I want to purchase a domain: curion.com
It is unavailable because it is held by godaddy (as shown on whois.net)
Question is, Can a web hosting company hoard a domain name to itself. Is it even allowed? The domain doesnt function either.
How do I legally pursue this matter? What is the law?

Whois details:

Domain Name: CURION.COM
Sponsoring Registrar IANA ID: 146
Whois Server: whois.godaddy.com
Referral URL: http://registrar.godaddy.com
Status: clientDeleteProhibited
Status: clientRenewProhibited
Status: clientTransferProhibited
Status: clientUpdateProhibited
Updated Date: 11-feb-2013
Creation Date: 11-jul-2002
Expiration Date: 11-jul-2018

  • 5
    GoDaddy isn't hoarding it, because they don't own it. Jackson National Life Insurance is the registrant; GoDaddy is the registrar. It appears to be a misconfigured domain. – cpast Jun 14 '15 at 19:40
  • This question can be improved by editing it to add some request to verify your assumptions. – New Alexandria Jun 15 '15 at 15:35

The domain you mention has godaddy as its registrar, but the registrant (I.e. 'owner') is 'Jackson National Life Ins Co' according to godaddy's own whois server.
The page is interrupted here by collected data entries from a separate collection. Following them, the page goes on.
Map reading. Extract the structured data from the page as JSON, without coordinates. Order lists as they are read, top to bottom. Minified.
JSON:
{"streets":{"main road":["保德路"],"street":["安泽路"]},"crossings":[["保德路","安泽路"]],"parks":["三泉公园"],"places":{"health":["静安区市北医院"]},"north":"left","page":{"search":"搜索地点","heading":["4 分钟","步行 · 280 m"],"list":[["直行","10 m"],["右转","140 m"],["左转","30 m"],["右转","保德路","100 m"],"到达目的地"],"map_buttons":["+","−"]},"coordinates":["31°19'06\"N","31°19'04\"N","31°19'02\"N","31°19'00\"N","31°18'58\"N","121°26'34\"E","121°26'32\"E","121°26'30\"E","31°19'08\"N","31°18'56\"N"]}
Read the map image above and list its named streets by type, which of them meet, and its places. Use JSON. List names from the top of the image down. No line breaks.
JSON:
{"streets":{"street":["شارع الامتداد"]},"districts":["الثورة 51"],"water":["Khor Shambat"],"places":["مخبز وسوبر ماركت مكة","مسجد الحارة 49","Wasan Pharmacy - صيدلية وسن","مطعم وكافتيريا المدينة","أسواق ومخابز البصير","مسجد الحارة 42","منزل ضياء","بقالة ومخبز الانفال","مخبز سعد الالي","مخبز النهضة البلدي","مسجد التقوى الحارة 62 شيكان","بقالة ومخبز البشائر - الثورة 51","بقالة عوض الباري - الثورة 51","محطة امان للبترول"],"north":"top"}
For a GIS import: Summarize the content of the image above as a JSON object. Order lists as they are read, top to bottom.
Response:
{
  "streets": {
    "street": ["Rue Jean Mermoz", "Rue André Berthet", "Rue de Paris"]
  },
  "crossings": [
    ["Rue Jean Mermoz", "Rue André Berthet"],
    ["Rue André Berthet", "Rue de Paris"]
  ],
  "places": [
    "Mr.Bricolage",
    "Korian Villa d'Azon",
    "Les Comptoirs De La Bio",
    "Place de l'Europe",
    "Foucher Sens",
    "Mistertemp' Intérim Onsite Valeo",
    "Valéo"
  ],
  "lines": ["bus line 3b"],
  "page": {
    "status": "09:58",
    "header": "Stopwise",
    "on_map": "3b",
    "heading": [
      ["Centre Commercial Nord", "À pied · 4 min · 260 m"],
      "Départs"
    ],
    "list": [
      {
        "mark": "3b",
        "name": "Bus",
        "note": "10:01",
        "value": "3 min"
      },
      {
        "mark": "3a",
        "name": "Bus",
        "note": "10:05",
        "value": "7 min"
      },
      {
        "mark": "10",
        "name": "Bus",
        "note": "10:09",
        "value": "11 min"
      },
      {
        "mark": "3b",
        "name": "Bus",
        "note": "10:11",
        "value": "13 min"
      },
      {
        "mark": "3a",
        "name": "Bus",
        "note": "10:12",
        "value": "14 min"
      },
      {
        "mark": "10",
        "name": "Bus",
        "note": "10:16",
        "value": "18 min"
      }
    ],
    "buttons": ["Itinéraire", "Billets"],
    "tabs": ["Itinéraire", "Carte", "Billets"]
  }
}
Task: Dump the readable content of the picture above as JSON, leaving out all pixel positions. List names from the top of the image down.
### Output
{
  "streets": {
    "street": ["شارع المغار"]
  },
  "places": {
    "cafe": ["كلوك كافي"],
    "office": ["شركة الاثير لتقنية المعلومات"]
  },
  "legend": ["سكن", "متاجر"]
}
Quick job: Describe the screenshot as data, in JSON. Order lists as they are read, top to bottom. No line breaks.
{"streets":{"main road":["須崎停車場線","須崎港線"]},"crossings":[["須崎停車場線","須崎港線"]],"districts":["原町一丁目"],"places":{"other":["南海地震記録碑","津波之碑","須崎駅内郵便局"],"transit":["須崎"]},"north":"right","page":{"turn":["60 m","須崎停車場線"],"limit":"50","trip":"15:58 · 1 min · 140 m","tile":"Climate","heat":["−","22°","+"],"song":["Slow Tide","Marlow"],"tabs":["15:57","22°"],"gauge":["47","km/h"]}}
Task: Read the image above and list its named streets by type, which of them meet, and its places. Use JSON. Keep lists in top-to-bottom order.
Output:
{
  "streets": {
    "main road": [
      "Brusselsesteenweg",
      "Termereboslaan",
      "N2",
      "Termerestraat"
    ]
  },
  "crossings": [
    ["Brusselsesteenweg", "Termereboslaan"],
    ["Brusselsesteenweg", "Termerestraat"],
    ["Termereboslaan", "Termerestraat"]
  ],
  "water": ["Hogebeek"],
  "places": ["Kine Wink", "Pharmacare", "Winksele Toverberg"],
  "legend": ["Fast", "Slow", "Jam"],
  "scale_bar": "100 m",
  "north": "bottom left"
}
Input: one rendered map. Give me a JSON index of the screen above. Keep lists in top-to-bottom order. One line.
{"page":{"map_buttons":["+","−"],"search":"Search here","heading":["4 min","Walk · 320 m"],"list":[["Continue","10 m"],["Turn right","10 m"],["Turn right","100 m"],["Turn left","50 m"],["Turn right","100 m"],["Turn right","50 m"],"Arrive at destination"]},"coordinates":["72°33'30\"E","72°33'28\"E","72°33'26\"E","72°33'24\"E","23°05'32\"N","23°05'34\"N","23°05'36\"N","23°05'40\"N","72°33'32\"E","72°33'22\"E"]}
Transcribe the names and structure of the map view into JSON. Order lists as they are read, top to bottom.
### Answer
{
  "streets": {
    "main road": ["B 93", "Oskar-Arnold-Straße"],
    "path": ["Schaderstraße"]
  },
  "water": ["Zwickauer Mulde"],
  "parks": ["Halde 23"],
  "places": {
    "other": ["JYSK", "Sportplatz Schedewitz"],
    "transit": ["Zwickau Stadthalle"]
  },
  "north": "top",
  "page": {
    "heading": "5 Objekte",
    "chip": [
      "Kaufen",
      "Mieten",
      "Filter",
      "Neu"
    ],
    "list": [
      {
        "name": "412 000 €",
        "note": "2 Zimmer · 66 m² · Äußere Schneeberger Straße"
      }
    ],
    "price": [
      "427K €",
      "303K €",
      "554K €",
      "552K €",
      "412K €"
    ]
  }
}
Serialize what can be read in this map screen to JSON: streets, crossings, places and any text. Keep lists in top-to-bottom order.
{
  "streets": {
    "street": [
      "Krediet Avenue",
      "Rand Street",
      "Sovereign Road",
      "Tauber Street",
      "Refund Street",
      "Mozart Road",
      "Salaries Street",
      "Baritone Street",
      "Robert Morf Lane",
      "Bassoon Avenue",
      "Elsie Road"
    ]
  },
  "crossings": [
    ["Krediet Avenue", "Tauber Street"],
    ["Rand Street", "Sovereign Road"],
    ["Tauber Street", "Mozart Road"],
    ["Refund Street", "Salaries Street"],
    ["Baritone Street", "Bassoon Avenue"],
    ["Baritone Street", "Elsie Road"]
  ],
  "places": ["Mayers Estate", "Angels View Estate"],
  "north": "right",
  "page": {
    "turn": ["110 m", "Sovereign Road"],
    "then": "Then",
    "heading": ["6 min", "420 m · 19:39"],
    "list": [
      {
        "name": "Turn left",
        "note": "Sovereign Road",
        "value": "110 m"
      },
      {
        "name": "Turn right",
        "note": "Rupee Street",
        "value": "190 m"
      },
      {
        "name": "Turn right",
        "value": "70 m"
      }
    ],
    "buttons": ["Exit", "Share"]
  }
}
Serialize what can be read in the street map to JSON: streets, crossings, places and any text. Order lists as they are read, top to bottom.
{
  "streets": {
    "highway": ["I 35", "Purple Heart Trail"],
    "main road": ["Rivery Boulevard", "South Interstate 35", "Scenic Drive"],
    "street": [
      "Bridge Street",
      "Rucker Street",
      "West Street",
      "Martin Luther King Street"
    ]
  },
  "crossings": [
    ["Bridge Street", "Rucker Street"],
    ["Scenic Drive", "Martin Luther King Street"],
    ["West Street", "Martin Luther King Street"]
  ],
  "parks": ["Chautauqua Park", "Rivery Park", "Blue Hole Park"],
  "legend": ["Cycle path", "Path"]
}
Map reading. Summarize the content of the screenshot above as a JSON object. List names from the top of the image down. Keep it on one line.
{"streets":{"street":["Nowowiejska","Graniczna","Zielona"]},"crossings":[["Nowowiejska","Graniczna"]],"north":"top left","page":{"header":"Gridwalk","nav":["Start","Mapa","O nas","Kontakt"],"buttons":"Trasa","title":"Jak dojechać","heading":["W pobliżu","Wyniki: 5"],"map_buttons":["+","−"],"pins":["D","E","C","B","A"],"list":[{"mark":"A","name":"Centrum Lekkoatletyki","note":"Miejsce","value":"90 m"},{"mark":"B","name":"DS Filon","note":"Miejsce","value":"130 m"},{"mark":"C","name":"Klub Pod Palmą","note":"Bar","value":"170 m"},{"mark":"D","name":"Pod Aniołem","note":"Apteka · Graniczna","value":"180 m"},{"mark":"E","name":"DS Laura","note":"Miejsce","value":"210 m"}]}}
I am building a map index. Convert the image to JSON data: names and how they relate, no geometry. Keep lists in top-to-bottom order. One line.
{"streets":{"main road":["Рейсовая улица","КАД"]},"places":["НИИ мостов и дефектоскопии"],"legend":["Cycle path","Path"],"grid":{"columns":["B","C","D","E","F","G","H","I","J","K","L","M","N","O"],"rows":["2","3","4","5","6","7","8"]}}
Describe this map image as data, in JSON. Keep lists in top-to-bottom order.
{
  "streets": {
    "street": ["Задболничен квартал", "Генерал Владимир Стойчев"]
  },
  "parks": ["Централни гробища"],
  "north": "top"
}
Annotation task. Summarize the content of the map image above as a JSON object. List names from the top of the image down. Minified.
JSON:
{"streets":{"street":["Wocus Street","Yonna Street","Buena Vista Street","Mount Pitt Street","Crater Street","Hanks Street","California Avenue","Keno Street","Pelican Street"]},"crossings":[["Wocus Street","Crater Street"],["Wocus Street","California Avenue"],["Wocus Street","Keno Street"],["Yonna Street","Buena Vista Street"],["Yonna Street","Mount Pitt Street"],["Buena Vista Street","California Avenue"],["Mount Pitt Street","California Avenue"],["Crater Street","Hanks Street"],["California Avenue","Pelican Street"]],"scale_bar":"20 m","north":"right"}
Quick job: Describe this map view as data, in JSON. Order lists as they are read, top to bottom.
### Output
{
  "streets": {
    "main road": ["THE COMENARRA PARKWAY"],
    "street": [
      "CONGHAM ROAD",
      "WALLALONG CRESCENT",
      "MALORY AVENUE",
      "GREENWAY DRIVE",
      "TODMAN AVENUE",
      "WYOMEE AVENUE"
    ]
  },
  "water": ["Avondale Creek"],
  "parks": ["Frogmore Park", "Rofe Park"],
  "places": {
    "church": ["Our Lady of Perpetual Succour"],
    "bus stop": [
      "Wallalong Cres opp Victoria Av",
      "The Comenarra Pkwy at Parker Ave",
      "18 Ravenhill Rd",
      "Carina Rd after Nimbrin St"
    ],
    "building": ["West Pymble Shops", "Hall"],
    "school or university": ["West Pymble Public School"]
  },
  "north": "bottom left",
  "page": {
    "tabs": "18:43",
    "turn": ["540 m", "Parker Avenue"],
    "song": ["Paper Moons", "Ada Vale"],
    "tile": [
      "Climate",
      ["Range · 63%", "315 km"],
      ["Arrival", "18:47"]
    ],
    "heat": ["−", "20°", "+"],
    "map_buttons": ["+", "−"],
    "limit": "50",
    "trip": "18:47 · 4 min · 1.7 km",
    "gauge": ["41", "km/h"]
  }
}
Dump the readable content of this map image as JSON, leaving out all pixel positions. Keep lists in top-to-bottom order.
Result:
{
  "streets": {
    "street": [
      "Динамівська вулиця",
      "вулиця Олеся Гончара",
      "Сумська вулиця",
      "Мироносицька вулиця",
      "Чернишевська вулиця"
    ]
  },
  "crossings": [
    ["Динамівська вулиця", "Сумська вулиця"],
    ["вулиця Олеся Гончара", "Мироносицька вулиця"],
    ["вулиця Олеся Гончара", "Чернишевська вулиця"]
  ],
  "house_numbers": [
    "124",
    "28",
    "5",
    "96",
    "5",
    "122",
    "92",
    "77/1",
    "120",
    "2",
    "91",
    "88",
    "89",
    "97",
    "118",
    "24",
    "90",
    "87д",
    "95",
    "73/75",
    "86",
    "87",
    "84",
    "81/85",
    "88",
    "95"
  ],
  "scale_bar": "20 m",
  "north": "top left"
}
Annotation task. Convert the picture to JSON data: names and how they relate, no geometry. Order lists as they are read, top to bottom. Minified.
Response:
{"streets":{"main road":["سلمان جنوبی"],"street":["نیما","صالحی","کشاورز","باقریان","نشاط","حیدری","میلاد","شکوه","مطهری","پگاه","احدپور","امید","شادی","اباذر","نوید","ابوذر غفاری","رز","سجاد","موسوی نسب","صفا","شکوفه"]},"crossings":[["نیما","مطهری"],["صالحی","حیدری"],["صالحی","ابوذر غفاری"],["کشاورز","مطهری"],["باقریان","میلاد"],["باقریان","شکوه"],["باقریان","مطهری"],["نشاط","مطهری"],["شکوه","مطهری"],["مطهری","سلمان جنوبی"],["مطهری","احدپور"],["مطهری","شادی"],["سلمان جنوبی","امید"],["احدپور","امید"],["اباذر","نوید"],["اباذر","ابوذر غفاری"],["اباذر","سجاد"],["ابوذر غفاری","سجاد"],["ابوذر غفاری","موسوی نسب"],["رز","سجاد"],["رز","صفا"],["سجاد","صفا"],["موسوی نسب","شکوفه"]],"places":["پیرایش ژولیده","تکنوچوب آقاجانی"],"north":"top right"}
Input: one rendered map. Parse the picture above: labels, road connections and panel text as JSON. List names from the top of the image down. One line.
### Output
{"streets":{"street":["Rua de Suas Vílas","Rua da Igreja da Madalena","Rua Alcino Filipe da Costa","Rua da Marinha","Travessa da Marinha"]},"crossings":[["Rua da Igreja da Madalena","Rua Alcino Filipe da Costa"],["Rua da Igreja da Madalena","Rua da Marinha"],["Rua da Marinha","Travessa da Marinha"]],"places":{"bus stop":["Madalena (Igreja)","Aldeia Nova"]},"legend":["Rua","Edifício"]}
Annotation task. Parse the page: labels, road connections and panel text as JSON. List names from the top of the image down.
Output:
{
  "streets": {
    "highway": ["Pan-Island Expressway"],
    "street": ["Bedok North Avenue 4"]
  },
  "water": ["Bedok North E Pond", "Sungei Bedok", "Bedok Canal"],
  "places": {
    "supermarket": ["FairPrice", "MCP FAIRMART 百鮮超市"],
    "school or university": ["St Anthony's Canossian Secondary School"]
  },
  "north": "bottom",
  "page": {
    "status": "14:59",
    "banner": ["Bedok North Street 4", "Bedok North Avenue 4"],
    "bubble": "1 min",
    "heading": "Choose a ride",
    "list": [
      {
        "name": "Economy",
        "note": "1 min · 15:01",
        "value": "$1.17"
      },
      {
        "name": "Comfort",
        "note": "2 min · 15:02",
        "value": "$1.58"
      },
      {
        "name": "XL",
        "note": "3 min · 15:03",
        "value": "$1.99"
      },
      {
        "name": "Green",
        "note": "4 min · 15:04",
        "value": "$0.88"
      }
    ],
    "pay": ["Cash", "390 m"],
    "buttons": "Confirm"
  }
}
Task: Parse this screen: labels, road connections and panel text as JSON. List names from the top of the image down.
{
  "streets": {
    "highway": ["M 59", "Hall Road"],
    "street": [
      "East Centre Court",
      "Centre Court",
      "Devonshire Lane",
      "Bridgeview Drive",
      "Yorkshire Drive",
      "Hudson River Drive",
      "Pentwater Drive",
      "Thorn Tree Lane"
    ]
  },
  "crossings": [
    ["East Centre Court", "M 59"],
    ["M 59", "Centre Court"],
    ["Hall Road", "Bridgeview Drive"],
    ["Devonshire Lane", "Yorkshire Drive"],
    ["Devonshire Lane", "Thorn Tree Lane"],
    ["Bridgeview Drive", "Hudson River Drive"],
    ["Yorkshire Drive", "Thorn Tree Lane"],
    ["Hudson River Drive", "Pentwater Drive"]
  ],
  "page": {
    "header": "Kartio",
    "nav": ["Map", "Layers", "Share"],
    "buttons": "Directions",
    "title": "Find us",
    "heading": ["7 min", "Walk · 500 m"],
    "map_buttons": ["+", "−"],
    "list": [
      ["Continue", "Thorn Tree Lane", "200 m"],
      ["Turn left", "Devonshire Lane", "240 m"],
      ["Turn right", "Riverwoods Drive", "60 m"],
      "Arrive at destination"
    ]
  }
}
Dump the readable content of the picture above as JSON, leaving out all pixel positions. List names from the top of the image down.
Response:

To answer your question: a person or other entity can register as many domains as it likes. Absent a trademark or other name-related dispute, you have no grounds to dispute a registered domain simply because you think it's being 'hoarded'.

  • 1
    I think there actually are rules about registrars hoarding domains; however, those rules are a matter of contracts and agreements between entities in the DNS system, like ICANN, registries, and registrars. – cpast Jun 14 '15 at 19:43

It looks like this is a private registration, but where the name is forwarded to a public entity. If the registrant had chosen to let godaddy host the domain, and put up non-affiliated content - then the privacy would have been maintained.

GoDaddy isn't hoarding this one; it's just a poorly executed private registration.